*EXERCISE DETAILS*
Within the listing below, count the lines that have the string "worn". Answer with that number only.

*EXERCISE MATERIALS*
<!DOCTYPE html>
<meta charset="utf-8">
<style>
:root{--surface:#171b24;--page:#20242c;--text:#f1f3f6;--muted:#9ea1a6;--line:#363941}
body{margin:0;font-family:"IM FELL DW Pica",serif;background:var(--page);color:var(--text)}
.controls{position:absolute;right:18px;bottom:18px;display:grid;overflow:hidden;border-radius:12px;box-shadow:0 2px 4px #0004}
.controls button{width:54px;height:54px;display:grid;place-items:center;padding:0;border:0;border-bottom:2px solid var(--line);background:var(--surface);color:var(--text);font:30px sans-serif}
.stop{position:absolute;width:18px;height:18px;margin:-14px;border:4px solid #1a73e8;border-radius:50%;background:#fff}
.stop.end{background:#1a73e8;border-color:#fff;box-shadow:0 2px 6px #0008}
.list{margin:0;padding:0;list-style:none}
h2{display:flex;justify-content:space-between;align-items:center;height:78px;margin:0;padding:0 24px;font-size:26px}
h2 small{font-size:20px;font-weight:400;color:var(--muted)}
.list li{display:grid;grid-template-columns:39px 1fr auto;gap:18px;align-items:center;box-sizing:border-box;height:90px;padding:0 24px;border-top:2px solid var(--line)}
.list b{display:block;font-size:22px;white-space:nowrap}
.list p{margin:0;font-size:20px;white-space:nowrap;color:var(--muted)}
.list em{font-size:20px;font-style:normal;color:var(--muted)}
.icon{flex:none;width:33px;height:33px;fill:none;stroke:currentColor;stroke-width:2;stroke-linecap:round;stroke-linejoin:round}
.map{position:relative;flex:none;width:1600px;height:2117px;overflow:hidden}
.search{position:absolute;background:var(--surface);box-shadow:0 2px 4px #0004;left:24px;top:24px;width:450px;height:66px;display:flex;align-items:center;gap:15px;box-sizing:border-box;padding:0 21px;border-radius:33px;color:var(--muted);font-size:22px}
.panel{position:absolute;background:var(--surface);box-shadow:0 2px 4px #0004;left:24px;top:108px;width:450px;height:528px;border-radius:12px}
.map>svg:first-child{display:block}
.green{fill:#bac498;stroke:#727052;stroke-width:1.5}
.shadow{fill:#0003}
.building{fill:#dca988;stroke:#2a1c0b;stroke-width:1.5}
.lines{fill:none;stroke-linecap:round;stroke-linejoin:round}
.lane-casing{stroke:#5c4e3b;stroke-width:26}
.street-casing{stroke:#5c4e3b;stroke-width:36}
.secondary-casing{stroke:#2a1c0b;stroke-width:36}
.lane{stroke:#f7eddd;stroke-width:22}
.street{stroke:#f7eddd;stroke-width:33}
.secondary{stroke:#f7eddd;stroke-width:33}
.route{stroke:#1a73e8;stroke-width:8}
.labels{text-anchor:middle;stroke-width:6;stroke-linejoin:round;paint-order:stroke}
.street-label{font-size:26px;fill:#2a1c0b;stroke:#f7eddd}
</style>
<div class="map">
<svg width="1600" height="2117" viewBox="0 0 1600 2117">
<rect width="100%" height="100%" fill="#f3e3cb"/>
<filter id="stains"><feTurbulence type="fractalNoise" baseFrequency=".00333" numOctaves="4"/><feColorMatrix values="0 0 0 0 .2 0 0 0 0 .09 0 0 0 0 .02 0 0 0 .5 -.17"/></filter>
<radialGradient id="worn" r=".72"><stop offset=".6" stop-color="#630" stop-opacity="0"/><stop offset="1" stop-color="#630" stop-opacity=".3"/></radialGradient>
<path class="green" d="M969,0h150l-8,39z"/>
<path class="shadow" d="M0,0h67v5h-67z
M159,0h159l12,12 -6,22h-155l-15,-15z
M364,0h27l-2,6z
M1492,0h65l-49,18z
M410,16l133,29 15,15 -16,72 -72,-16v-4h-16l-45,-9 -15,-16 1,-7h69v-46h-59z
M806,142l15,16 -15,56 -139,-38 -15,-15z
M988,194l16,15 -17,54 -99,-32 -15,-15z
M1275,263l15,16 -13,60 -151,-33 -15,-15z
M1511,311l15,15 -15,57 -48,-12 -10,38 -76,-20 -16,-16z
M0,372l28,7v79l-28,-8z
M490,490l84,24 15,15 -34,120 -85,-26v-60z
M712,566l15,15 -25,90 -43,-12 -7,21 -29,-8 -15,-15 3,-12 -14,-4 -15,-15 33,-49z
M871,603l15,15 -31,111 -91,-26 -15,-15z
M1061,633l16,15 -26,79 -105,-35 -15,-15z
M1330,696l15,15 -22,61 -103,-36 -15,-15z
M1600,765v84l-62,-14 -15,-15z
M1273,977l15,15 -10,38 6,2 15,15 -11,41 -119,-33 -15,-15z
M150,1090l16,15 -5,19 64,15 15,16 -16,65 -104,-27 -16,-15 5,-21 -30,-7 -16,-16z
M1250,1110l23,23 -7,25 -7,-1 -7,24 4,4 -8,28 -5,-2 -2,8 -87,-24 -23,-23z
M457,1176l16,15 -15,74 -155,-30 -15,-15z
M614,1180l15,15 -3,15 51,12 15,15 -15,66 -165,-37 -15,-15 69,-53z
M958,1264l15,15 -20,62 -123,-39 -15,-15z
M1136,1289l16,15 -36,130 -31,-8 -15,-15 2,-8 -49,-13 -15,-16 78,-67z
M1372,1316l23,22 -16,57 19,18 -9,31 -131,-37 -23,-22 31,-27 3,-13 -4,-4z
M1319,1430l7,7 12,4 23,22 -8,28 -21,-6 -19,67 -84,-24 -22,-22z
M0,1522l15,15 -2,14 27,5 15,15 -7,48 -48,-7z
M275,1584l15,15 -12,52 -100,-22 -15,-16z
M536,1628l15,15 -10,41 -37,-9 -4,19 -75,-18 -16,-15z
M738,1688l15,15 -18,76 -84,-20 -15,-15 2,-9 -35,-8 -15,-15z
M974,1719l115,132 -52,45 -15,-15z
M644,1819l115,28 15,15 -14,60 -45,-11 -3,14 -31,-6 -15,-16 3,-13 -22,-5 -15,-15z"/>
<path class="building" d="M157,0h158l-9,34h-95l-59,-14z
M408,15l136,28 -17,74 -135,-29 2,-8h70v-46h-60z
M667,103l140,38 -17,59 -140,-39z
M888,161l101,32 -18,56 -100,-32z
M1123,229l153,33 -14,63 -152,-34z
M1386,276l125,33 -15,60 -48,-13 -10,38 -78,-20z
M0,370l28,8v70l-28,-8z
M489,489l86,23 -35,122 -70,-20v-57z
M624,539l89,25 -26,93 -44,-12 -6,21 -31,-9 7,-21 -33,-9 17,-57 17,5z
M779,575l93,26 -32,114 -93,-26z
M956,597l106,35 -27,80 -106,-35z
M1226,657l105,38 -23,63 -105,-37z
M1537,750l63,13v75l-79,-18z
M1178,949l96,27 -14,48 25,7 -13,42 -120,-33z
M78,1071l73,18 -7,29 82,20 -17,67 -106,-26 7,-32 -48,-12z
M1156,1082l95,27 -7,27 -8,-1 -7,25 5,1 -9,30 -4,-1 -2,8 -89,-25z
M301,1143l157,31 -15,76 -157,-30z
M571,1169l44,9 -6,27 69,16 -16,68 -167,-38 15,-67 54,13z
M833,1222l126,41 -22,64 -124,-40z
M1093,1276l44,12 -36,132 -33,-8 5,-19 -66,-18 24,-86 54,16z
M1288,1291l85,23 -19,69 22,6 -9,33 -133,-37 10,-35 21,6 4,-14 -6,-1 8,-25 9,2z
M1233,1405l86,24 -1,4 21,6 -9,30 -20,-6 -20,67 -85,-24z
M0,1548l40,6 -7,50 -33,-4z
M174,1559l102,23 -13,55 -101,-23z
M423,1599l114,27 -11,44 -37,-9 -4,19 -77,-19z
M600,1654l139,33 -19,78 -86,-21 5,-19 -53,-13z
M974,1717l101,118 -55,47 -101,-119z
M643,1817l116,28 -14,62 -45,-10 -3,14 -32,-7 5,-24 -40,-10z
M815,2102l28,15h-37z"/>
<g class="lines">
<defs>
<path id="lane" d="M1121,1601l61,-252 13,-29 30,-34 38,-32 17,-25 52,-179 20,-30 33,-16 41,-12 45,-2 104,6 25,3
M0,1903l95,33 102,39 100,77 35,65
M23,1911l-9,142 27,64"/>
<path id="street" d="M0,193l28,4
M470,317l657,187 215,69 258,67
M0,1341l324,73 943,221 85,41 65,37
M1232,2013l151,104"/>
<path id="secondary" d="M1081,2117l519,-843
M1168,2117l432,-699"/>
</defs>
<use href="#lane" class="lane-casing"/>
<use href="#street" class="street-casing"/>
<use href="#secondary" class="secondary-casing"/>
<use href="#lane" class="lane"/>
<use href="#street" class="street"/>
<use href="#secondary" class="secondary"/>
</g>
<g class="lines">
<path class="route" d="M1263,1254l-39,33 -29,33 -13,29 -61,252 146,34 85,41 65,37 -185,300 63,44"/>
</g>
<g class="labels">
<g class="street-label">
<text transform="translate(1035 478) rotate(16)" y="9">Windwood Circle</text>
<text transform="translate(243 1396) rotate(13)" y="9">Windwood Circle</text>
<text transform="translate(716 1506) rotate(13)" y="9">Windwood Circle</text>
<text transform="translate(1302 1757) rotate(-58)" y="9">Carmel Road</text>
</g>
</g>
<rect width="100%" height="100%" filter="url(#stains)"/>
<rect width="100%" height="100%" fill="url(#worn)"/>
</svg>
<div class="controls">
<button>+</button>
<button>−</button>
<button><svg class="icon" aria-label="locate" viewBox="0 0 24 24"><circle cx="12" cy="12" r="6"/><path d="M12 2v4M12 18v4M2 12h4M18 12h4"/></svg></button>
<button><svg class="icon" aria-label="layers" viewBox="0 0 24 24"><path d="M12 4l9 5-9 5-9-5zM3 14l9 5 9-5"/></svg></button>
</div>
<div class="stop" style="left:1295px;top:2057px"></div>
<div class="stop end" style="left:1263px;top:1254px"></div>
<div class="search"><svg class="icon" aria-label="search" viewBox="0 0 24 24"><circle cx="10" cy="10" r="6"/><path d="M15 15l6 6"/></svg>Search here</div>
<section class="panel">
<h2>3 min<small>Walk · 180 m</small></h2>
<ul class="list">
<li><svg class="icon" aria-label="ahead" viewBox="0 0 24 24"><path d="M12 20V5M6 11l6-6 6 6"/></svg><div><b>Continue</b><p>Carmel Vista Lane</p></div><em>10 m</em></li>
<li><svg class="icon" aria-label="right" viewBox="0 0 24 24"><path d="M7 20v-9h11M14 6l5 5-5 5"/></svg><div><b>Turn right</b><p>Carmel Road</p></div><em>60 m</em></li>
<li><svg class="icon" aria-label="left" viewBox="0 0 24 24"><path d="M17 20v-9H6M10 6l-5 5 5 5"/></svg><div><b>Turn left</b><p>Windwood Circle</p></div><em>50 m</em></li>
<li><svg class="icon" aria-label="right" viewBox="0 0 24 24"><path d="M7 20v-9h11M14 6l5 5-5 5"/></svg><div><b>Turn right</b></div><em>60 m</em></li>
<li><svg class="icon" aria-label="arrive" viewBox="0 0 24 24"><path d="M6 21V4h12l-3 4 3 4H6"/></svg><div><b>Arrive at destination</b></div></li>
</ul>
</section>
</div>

*TASK SOLUTION*
2